L’ancien militaire va prendre ses fonctions dans un climat de tension pour les Etats-Unis, notamment au Moyen-Orient, où Téhéran et Washington n’ont eu de cesse de se provoquer ces dernières semaines, sans compter les nombreux dossiers majeurs, parmi lesquels : le retrait de Syrie, les perspectives pour le théâtre afghan, la Corée du Nord, le retour à la préparation du combat de haute intensité dans un contexte de montée en puissance chinoise et de recrudescence de l’activité militaire russe. En outre, Mark Esper devra gérer la question du mur à la frontière entre les Etats-Unis et le Mexique, objet de nombreuses polémiques impliquant le Pentagone, puisque Donald Trump a obtenu sa participation financière aux travaux d’infrastructure à hauteur de 2,5Mds$, ce que la Cour Suprême a autorisé par une décision rendue vendredi 26, une mesure controversée qui apparaît pour certains responsables de la défense américaine comme un gaspillage de ressources pouvant être dépensées à meilleur escient, en particulier pour répondre à des besoins opérationnels considérés comme prioritaires.

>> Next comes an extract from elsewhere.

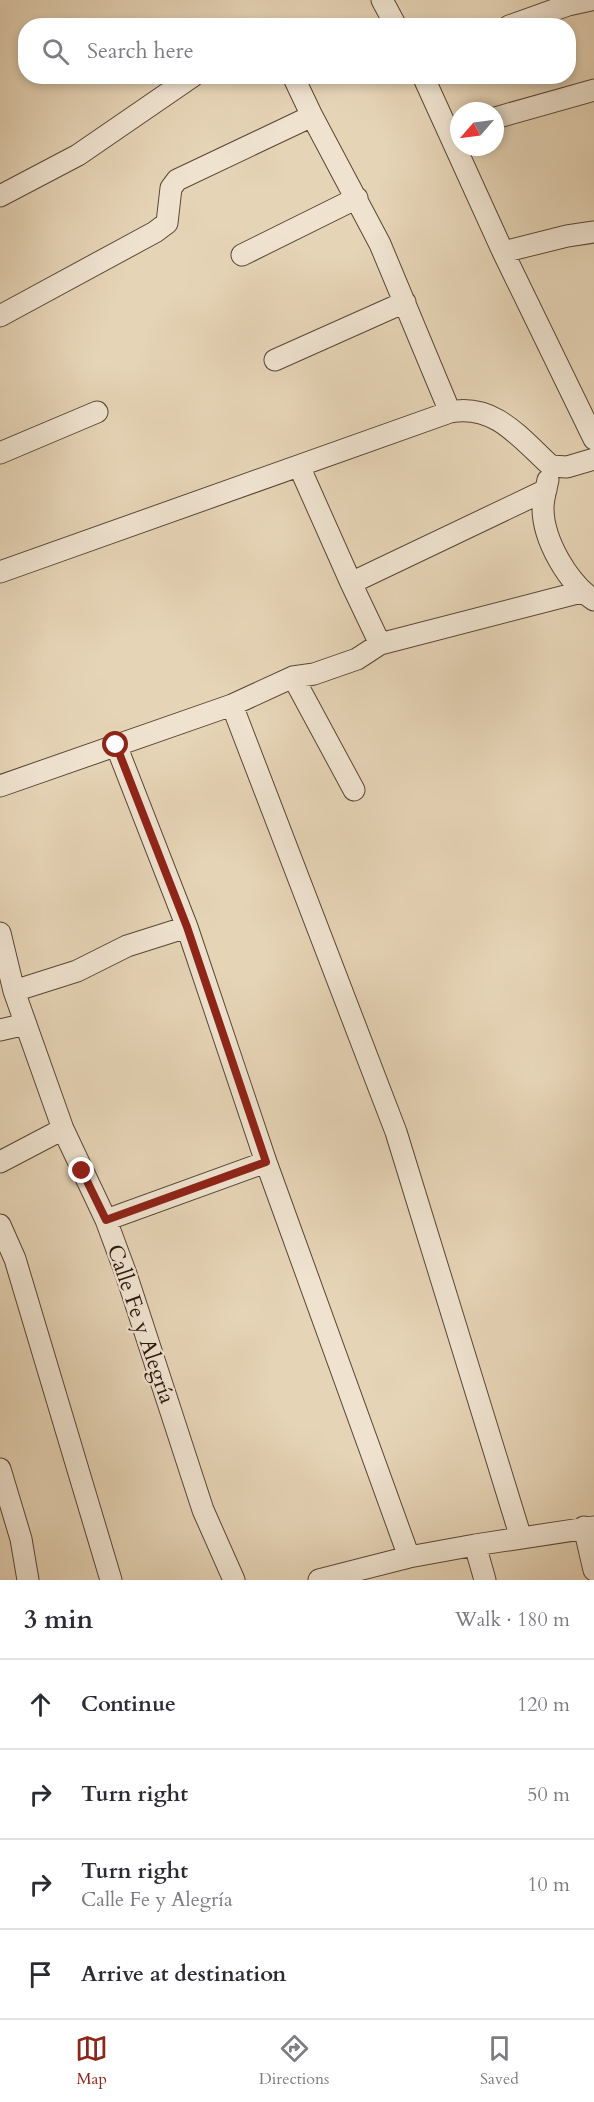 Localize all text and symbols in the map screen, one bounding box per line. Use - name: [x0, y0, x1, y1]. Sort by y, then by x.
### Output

2. Le général Mark Milley, ancien Chef d’Etat-Major de l’US Army, confirmé par le Sénat comme nouveau Chief of the Joint Chiefs of Staff
Le Sénat a voté de façon quasi unanime, par 89 voix contre 1, en faveur de la nomination du général Mark Milley au poste de Chief of the Joint Chiefs of Staff – CJCS – (chef d’état-major des armées américaines). Ce dernier, qui servait jusqu’ici comme Chief of staff of the Army (chef d’état-major de l’armée de terre), succède donc au général Joseph Dunford qui occupait ce poste depuis 2015. Il prendra ses fonctions courant septembre.
Mark Milley a eu une prestigieuse carrière dans l’US Army, servant notamment dans la 82ème division aéroportée, au sein des forces spéciales (5ème groupe) et dans plusieurs divisions d’infanterie. Il a été déployé sur plusieurs théâtres d’opérations extérieures, en particulier l’Irak, où il a servi alors qu’il était « béret vert », mais également à Panama, en Bosnie-Herzégovine et en Afghanistan. Le général Milley a ensuite occupé des postes de commandement de niveau croissant (2ème Brigade Combat Team ; 101ème division d’armée ; 10ème division de montagne ; 3ème Corps d’Armée), jusqu’à être nommé à la tête de l’ United States Army Forces Command avant de devenir Chief of Staff de l’US Army. De surcroît, Milley est diplômé de deux prestigieuses universités américaines, Princeton où il a suivi des cours de sciences politiques, et Columbia en relations internationales. Il allie donc expérience militaire dans un conflit in situ et réflexion épistémologique sur la gestion des conflits armés.
Il aura pour rôle de coordonner l’ensemble des actions entreprises par les forces américaines dans le monde, et il sera simultanément l’un des principaux conseillers du président Donald Trump dans les affaires militaires.